Electrical and Computer Engineering (ECE) graduate student Scott Parmley has been developing an artificial-intelligence-based rover that self-navigates through a vineyard using ultrasonic sensors and a global positioning system (GPS). In its current prototype, the rover counts clusters after navigating a vineyard, but with a stronger CPU this count will happen during navigation, as the software utilized is a real-time-object-detection algorithm, YOLO (You Only Look Once).
The rover is designed to help grape growers estimate yields better without having to count them with labor-intensive manual processes. Currently many vineyard managers are hand-counting a few rows, and then extrapolating the data to estimate their crop. You can imagine the downside of hand counting as it requires more time, money and manpower, and will be less accurate if only counting a few rows. This in turn will affect a growers ability to properly predict how much tonnage they could be expecting from a year's crop. The project is entitled, Autonomous Yield Estimator (AYE) and it is Scott’s Master’s project.

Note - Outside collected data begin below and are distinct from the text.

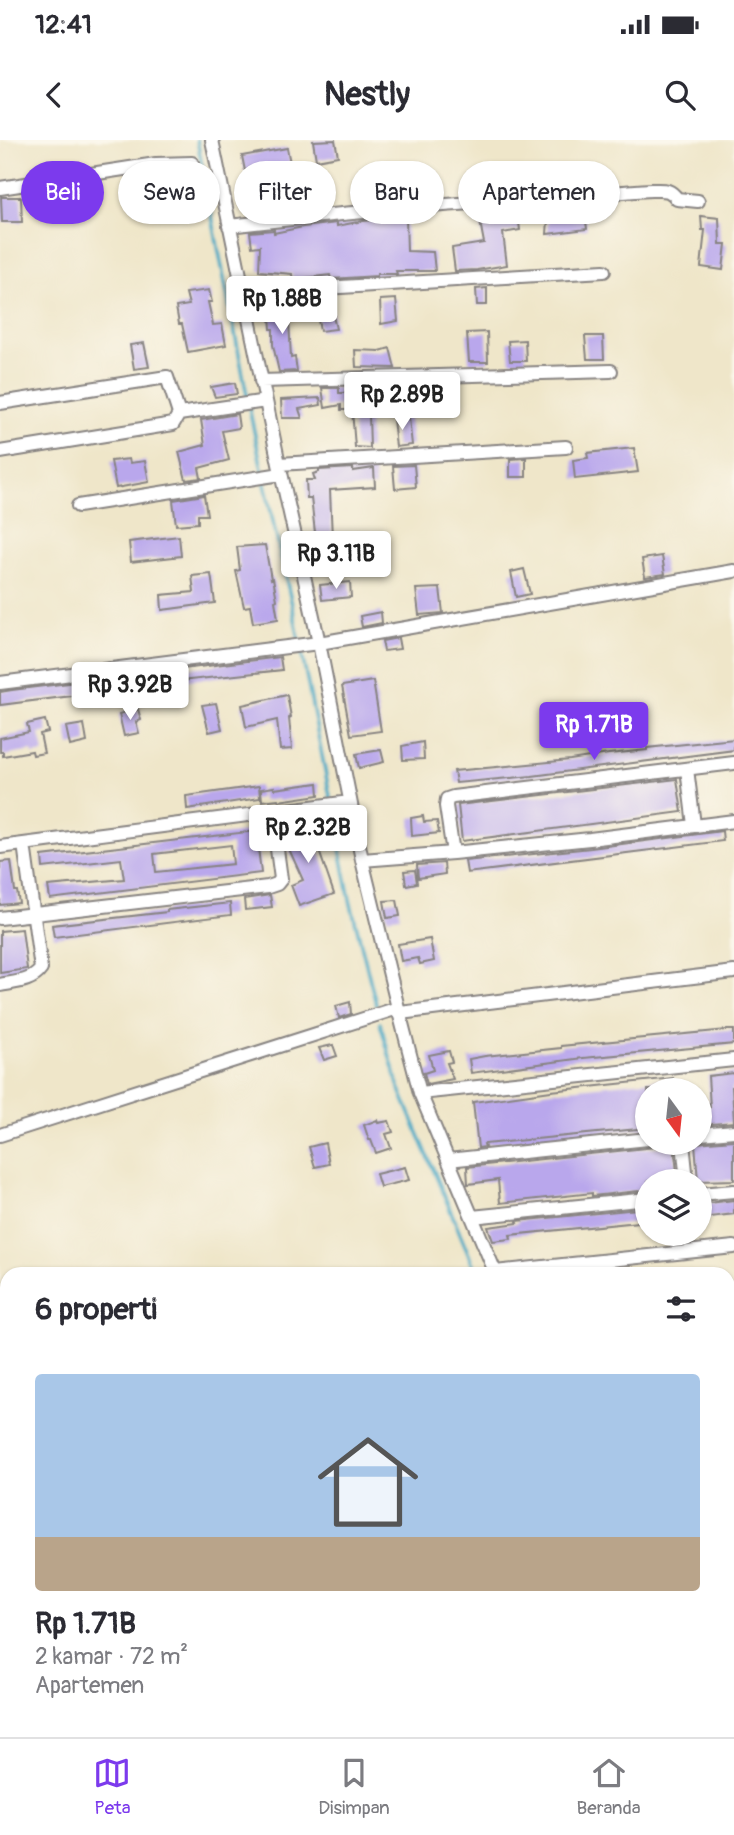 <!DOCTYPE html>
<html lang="id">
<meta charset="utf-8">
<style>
:root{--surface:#fff;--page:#f7f7f7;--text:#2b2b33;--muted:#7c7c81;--line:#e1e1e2;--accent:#7c3aed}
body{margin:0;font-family:Pangolin,sans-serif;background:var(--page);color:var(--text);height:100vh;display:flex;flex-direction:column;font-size:26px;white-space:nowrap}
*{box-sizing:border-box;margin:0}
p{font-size:23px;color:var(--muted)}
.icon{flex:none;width:38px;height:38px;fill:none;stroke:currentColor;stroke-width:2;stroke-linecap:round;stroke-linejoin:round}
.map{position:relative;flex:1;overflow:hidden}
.panel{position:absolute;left:0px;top:1127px;width:735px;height:471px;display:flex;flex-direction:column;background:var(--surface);border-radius:21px 21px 0 0;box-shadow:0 2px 5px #0004}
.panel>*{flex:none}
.hud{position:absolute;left:21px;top:21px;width:693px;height:63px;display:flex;gap:14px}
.needle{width:46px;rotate:165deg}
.tools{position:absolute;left:635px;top:938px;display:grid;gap:14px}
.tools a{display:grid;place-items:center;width:77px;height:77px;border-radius:50%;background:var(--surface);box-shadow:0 2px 5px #0004;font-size:35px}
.price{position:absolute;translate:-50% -60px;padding:0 16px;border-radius:7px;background:#fff;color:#222;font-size:23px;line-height:46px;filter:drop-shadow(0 2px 4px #0008)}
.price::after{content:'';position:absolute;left:50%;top:42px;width:21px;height:16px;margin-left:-10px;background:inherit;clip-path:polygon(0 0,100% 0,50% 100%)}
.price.current{background:var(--accent);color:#fff}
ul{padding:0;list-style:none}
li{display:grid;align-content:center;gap:14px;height:371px;padding:0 35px}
li span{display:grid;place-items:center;height:217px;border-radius:7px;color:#555}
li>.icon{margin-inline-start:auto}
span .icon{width:126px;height:126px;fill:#fffc;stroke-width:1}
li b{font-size:30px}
h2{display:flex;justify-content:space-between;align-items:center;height:84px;padding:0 35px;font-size:30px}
.pill{padding:0 24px;border-radius:32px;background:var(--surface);box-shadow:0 2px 5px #0004;font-size:24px;line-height:63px}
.pill.current{background:var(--accent);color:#fff}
.status{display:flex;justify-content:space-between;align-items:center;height:49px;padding:0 35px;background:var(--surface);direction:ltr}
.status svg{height:19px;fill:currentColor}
header{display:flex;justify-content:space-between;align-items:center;height:91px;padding:0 35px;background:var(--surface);font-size:32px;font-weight:700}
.tabs{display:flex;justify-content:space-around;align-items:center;height:98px;border-top:2px solid var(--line);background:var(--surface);font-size:19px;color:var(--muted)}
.tabs a{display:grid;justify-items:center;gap:4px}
.tabs .current{color:var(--accent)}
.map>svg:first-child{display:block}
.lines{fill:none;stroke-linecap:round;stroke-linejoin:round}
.stream{stroke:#46a9c5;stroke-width:3.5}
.building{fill:#b9a7ec;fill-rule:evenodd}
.minor-casing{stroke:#888482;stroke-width:16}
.minor{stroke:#fff;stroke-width:12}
</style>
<div class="status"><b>12:41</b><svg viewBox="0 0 49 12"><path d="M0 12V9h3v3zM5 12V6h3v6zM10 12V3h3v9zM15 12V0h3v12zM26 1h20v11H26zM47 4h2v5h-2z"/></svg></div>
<header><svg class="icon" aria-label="back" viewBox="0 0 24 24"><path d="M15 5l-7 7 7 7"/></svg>Nestly<svg class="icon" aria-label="search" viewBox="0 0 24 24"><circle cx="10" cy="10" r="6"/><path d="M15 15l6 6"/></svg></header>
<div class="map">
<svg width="734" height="1597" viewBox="0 0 734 1597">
<rect width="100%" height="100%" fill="#fbf7ec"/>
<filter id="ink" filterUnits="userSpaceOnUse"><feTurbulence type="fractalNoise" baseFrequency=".0143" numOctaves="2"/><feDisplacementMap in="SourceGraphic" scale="14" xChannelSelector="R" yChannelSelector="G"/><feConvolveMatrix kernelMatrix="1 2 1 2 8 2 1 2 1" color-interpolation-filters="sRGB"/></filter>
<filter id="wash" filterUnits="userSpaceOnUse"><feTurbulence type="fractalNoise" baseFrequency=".00686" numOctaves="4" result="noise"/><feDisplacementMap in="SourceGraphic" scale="28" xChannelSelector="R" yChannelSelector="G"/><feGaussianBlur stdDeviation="1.57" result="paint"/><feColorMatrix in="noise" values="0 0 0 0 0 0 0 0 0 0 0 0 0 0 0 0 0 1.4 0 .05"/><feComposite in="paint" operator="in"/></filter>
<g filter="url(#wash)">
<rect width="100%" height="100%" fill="#efe6c9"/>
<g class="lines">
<path class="stream" d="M197,0L248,260
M249,267L275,391L293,469L331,661
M332,668L350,760L376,864
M380,883L398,945L477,1134
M576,1591L577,1597"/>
</g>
<g id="blocks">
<path class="building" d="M335,0L338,16L316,20L313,1Z
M287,8L290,23L245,31L242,16Z
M54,49L56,60L61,59L62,71L43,75L38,51Z
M1,57H21L22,82H2Z
M566,65L584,66L587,89L547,94L549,66Z
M517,68L520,90L503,93L507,125L477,130L455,131L452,108L484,103L478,71Z
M701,76L719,78L720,104H726L723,130L701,127L705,90H702Z
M406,77L407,111L433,112L435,131H396L397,134H377V136L331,139L330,135L305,138V141L293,142L292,134L259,131L260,106L252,107L250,92L274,90V93L303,87L337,83V86L363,81Z
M487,148V165H477L476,149Z
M209,150L212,162H208L213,185L222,184L226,205L188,212L182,184H179L176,167L189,165L186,153Z
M396,159L398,181L381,184L380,160Z
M288,161L291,218L295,217L297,231L279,232L273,205V189H271L269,163Z
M331,167L336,189L320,191L316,169Z
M487,192L488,222H469L467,193Z
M585,196H603L604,219H587Z
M525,200L526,221H510L508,201Z
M144,203L149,227L134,229L130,205Z
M390,208L395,228L356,227L355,210L380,211Z
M235,243L237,254L215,257L211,247Z
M396,246V271L369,274L370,308L355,307L352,270H341V265L325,268L322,248H339V253H363L361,248Z
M320,258L321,265L299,269L302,278H282L281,260Z
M237,274L239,288L222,291L229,320L199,328L201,338L186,340L179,312L205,305L201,280Z
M409,278L412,305L396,307L393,279Z
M634,308L638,332L575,339L573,320L588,318L587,313Z
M526,318V337H510V319Z
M129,319L130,323L145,321L149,342L116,348L111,321Z
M414,325L416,347L395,349L393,326Z
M353,328V331L374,328L375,347L330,350L332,398L341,396L344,415L315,421L310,402L316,401L311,358H307L306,340H315L313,334L319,332V330Z
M204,355L207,375H198V383L176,385L173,360Z
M179,396L181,416L131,422L129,402Z
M265,405L271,439L273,438L277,460L275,461L278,479L253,483L250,466L244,467L236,431L240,430L237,407Z
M662,416L665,434L645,437L642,419Z
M524,429L530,454L516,457L511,432Z
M211,434L215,463L162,470L161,455L194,452L192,436Z
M350,442L351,457L322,460L320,445Z
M440,448L443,473L419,475L416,449Z
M381,472L382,483L362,487L360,476Z
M398,498L400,509L384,511L382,501Z
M280,517L282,530L124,547L95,551V553L0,565V552L12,550Z
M373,541L381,591L351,595L342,546Z
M287,555L291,577L289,578L292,609L280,610L277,580L246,587L242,565Z
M216,563L222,589L209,592L202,565Z
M138,569L141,580L136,582L139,593L124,596L119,574Z
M45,580L48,592L40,594L44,613L33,615L32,611L3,616V612H0V598L29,592L27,584Z
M84,584L87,602L70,606L66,587Z
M734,599V610L532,636L456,643L454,631L570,620L609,614L647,610V608Z
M423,602L424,619L403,620L402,606Z
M381,610L384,622L359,628L356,614Z
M677,639L682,672L462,701L458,665Z
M318,643L319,655L279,661L278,659L262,661L261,649L274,647V649Z
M259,646L260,658L187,669L186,656Z
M423,676L424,682L437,681L439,693L412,696L411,678Z
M309,682L334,754L299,766L291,745L303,740L284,698L283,692Z
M256,691L261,733L50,759L48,746L124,739L121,719L43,728L42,716ZM231,705L233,724L156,732L154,714Z
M722,691L723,701L467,733L465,721L591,708Z
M11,721L15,751H17L19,763L0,765V722Z
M444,723L445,734L418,738L417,725Z
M415,730L417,743L406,745L404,731Z
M270,755L272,767L245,770L244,759Z
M397,760L400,776L387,778L384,761Z
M230,763L231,775L54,797L52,785L167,772V770Z
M22,789L27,829L0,833V791Z
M430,799L434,821L420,824L418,818L401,821L398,804Z
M350,862L351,874L339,878L336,866Z
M727,890H734V904L583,918L471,933L469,919L485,916L561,908V906Z
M333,905L337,916L324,920L319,908Z
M449,911L452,922L447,923L453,939L427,944L424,933L433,930L429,915Z
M734,933V947H732L734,982L700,985V968L710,967L708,936Z
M673,938L674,950H648V988L484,1004L485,1007L478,1008L473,962L551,951Z
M377,980L378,983L389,981L393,992L386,994L391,1008L376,1013L371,1000H369L364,985Z
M734,1000V1040L698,1041L695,1003Z
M325,1003L329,1024L315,1027L309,1007Z
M674,1005L678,1041H648V1050L592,1056V1053L500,1063L498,1040L468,1044L467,1027Z
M405,1027L409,1040L380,1047L376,1034Z
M734,1060V1074L702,1078L701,1064Z
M648,1068V1081L510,1095L511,1099L493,1101L488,1087L518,1083L517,1081Z"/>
</g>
</g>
<g filter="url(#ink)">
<use href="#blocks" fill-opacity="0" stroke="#888482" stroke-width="2"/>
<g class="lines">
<g class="minor-casing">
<path id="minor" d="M212,0L279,324L319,503L362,720L398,868L420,953L496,1134
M0,48L156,24L192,23
M229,86C370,69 510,60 651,50C663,50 670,48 677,59L698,61
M243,157L308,149L604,131
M261,241L611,231
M0,263L167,237L179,274L266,261
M0,312L173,284L179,274
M279,324L566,307
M78,366L281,334
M0,543L319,503L734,431
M687,629L694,685
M0,707L350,662
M453,713L446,666L447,659L453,657L734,623
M362,720L453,713L590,699L734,681
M0,778L268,747L277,744L281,739L272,672
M0,845C15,842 32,842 41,829L24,704
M400,873L734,832
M420,953L734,920
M700,994L734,991
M0,995L398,868
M683,1003L687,1041
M448,1020L648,999
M700,1054L734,1051
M472,1077L648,1059
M495,1132L734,1107
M589,1591L590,1597"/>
</g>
<use href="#minor" class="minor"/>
</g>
</g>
</svg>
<div class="tools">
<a><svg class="needle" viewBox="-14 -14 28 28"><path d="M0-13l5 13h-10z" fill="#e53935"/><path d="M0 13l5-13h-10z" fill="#7c7c81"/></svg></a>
<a><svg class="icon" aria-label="layers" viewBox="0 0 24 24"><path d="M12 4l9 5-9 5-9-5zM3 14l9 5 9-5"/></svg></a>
</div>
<b class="price" style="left:282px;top:196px">Rp 1.88B</b>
<b class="price" style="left:402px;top:292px">Rp 2.89B</b>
<b class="price" style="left:336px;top:451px">Rp 3.11B</b>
<b class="price" style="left:130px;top:582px">Rp 3.92B</b>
<b class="price current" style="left:594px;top:622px">Rp 1.71B</b>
<b class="price" style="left:308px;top:725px">Rp 2.32B</b>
<div class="hud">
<a class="pill current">Beli</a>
<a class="pill">Sewa</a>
<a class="pill">Filter</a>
<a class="pill">Baru</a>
<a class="pill">Apartemen</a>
</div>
<section class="panel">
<h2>6 properti<svg class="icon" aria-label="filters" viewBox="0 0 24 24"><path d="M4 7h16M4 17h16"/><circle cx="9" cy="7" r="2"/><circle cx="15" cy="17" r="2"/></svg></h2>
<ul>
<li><span style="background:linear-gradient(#a9c7e8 75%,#b9a48a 0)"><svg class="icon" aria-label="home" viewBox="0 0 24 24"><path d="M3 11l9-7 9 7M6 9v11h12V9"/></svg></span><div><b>Rp 1.71B</b><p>2 kamar · 72 m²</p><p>Apartemen</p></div></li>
</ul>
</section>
</div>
<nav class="tabs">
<a class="current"><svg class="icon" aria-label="map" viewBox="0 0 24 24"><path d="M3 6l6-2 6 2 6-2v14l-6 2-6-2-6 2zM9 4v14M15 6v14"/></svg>Peta</a>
<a><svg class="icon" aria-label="saved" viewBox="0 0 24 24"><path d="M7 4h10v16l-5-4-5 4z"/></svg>Disimpan</a>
<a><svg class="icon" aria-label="home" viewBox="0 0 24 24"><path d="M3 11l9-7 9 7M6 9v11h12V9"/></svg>Beranda</a>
</nav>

To summarize, this project involves developing and testing a semi-autonomous rover that can drive through a vineyard with minimal input parameters. Once it has finished driving through a vineyard, a grape estimate will be produced using a trained computer vision algorithm. This project was inspired by the Data Mining class that Scott took in Fall 2019. The class was taught by Dr. Shahrad Jamshidi, who is also an advisor to the project. Scott is graduating in May 2022 and hopes that one day the rover will help growers estimate their yields better, while increasing efficiency in vineyard practices.